Stored data entries:
━━━

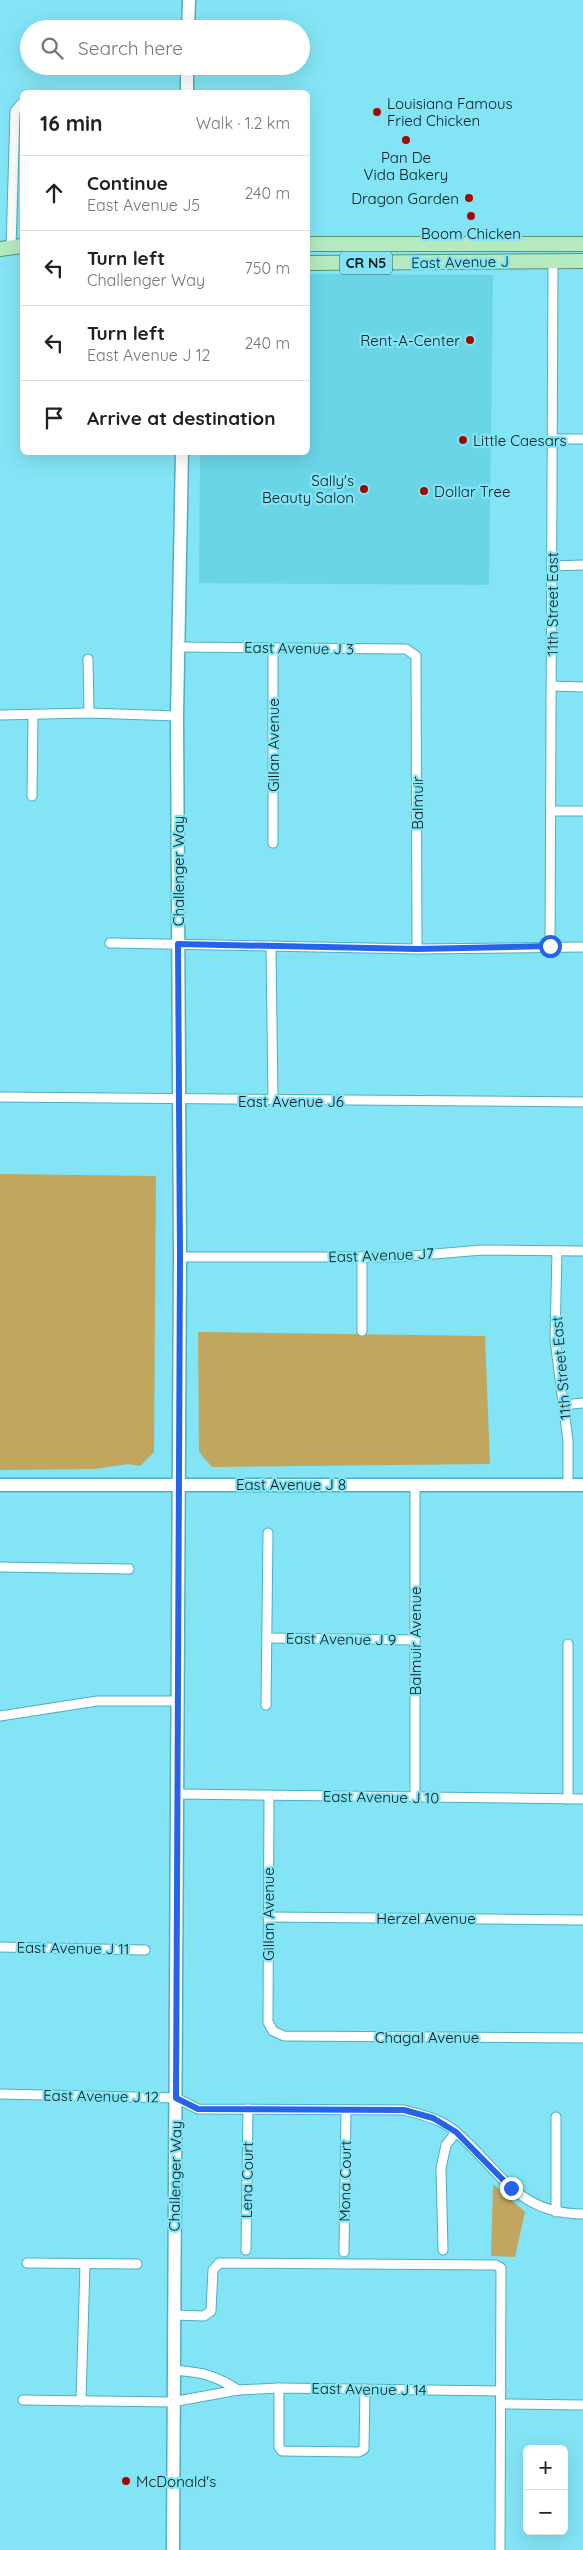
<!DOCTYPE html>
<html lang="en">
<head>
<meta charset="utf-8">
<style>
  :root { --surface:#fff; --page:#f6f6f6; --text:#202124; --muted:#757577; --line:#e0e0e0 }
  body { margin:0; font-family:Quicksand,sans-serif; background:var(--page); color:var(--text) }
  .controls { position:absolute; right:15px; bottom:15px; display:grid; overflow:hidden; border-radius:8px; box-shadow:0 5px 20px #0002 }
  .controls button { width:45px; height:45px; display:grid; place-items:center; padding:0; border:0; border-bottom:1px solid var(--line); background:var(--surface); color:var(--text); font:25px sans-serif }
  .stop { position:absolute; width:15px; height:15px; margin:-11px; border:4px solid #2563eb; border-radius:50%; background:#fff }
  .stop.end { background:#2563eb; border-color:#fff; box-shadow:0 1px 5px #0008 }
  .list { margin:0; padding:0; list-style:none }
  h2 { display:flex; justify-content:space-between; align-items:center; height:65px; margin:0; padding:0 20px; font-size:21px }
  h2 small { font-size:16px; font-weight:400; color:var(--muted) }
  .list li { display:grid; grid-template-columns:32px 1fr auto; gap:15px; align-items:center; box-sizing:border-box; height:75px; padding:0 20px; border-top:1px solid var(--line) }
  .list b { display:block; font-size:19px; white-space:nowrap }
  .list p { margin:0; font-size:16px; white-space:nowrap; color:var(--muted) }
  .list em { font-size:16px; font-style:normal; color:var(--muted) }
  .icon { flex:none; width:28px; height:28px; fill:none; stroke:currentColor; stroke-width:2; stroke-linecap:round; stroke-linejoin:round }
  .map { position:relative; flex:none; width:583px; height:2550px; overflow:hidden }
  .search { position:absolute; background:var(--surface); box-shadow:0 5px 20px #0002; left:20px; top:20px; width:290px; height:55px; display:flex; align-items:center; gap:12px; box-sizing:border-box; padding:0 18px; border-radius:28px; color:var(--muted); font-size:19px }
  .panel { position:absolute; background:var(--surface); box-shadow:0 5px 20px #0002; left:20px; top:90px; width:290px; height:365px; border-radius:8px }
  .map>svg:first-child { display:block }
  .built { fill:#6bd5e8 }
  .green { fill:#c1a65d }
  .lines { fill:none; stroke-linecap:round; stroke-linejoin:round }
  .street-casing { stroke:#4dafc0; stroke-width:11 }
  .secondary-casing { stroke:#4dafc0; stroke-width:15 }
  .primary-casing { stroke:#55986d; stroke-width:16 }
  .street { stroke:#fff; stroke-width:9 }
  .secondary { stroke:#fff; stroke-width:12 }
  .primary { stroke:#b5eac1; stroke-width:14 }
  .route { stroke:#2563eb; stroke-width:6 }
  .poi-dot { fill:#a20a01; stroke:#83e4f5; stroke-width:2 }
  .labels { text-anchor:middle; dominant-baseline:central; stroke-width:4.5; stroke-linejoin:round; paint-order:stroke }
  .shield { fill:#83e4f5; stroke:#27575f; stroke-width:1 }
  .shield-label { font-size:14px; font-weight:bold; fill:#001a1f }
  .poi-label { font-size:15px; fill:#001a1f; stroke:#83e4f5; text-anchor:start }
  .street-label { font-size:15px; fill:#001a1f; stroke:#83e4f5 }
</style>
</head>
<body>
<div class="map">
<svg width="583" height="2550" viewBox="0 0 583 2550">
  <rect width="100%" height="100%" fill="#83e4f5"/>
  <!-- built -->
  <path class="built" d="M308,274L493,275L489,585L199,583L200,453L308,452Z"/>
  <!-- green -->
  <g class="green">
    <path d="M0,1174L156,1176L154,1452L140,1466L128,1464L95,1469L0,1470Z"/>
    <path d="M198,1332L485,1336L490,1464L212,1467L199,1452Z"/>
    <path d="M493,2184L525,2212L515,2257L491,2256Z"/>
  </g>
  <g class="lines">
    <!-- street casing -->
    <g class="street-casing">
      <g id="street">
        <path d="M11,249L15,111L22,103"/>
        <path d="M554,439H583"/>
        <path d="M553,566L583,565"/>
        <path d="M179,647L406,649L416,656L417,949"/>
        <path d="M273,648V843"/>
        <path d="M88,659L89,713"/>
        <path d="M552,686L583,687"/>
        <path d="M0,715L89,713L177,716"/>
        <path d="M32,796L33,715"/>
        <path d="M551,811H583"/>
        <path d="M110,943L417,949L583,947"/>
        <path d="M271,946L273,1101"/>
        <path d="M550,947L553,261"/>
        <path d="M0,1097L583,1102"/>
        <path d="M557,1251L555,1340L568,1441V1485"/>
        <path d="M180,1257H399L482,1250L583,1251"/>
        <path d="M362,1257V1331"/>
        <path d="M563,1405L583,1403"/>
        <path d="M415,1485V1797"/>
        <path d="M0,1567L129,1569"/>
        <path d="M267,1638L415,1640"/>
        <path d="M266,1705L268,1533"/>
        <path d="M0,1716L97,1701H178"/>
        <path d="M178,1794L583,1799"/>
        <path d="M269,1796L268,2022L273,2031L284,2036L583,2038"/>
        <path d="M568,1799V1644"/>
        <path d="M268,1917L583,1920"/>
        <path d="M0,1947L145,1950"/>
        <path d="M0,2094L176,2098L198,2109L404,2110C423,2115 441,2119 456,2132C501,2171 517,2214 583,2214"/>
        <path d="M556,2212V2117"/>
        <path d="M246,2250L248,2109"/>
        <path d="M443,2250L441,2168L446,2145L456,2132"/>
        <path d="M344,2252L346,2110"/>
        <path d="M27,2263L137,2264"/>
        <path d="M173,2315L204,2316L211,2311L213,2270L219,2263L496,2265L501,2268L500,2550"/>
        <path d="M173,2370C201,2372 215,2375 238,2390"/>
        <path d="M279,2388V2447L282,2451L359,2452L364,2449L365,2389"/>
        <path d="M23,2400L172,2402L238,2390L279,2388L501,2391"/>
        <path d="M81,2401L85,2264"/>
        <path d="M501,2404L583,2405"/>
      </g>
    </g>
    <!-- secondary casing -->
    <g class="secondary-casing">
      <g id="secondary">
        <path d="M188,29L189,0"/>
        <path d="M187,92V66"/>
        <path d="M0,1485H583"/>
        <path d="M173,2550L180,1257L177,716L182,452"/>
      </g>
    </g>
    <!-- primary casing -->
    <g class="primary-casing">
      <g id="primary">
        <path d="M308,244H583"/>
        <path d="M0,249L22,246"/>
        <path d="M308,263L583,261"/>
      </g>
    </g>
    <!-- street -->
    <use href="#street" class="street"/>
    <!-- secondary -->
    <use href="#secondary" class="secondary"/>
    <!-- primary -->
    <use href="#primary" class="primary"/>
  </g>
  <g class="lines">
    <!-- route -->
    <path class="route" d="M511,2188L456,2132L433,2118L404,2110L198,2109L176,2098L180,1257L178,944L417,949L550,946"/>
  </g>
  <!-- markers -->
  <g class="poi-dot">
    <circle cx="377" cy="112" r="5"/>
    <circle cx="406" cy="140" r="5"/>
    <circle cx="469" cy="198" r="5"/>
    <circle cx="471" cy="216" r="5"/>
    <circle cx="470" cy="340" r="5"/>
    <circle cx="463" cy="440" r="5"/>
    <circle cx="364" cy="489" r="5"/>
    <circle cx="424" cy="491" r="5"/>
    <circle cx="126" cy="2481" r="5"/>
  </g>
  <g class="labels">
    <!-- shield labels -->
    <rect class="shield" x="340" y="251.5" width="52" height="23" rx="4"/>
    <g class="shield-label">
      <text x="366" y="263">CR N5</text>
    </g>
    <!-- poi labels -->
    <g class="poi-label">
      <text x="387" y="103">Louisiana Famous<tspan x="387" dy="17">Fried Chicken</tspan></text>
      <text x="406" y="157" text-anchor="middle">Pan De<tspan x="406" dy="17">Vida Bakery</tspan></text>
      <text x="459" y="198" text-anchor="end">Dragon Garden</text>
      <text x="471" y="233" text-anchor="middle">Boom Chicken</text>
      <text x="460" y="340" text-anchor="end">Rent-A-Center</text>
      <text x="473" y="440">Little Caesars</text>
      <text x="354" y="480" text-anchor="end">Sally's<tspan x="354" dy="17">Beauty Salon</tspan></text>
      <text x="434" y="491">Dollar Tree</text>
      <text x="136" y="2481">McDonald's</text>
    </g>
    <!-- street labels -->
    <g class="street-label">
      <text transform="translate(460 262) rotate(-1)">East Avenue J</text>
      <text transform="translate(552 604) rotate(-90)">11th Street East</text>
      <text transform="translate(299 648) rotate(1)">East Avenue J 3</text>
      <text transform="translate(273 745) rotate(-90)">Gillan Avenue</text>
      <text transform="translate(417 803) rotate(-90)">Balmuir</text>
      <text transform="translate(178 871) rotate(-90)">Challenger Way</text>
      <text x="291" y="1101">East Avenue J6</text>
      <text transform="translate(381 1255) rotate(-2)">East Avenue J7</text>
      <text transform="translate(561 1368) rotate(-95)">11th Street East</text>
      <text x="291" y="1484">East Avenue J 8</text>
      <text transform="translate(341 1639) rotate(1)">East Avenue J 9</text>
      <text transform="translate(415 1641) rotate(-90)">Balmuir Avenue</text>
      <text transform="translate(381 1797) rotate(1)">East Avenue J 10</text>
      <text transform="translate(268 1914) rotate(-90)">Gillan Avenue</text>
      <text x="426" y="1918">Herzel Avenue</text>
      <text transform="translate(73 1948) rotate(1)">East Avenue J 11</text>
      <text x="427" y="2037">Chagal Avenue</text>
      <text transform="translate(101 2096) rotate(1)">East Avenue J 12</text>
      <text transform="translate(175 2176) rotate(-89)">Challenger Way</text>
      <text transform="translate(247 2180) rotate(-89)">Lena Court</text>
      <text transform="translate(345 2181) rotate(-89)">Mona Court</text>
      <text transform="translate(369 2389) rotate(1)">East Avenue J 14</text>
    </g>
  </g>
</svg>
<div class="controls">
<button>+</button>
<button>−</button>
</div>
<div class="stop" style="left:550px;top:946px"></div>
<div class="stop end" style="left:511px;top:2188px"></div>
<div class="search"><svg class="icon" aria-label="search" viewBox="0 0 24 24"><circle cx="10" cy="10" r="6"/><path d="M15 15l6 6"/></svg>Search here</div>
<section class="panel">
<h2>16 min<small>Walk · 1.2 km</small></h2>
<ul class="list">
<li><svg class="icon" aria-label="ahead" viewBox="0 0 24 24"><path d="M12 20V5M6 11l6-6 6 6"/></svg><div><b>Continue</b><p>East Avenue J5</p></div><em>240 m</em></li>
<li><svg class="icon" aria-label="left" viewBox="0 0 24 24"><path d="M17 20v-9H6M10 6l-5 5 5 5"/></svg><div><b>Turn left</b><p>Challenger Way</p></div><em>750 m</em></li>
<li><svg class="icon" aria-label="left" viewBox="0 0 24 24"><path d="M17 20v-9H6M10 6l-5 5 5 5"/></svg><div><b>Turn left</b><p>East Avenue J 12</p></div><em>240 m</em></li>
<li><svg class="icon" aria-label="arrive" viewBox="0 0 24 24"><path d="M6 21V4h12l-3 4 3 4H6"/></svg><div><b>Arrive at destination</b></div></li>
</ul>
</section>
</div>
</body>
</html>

━━━

WORK REQUEST: Reproduce, exactly as they stand in the data above, the lines from the one that holds "margin:0; font-size:16px; white-space:nowrap;" to the one that holds "fill:#83e4f5; stroke:#27575f; stroke-width:1", inclusive.

ANSWER SPACE:
  .list p { margin:0; font-size:16px; white-space:nowrap; color:var(--muted) }
  .list em { font-size:16px; font-style:normal; color:var(--muted) }
  .icon { flex:none; width:28px; height:28px; fill:none; stroke:currentColor; stroke-width:2; stroke-linecap:round; stroke-linejoin:round }
  .map { position:relative; flex:none; width:583px; height:2550px; overflow:hidden }
  .search { position:absolute; background:var(--surface); box-shadow:0 5px 20px #0002; left:20px; top:20px; width:290px; height:55px; display:flex; align-items:center; gap:12px; box-sizing:border-box; padding:0 18px; border-radius:28px; color:var(--muted); font-size:19px }
  .panel { position:absolute; background:var(--surface); box-shadow:0 5px 20px #0002; left:20px; top:90px; width:290px; height:365px; border-radius:8px }
  .map>svg:first-child { display:block }
  .built { fill:#6bd5e8 }
  .green { fill:#c1a65d }
  .lines { fill:none; stroke-linecap:round; stroke-linejoin:round }
  .street-casing { stroke:#4dafc0; stroke-width:11 }
  .secondary-casing { stroke:#4dafc0; stroke-width:15 }
  .primary-casing { stroke:#55986d; stroke-width:16 }
  .street { stroke:#fff; stroke-width:9 }
  .secondary { stroke:#fff; stroke-width:12 }
  .primary { stroke:#b5eac1; stroke-width:14 }
  .route { stroke:#2563eb; stroke-width:6 }
  .poi-dot { fill:#a20a01; stroke:#83e4f5; stroke-width:2 }
  .labels { text-anchor:middle; dominant-baseline:central; stroke-width:4.5; stroke-linejoin:round; paint-order:stroke }
  .shield { fill:#83e4f5; stroke:#27575f; stroke-width:1 }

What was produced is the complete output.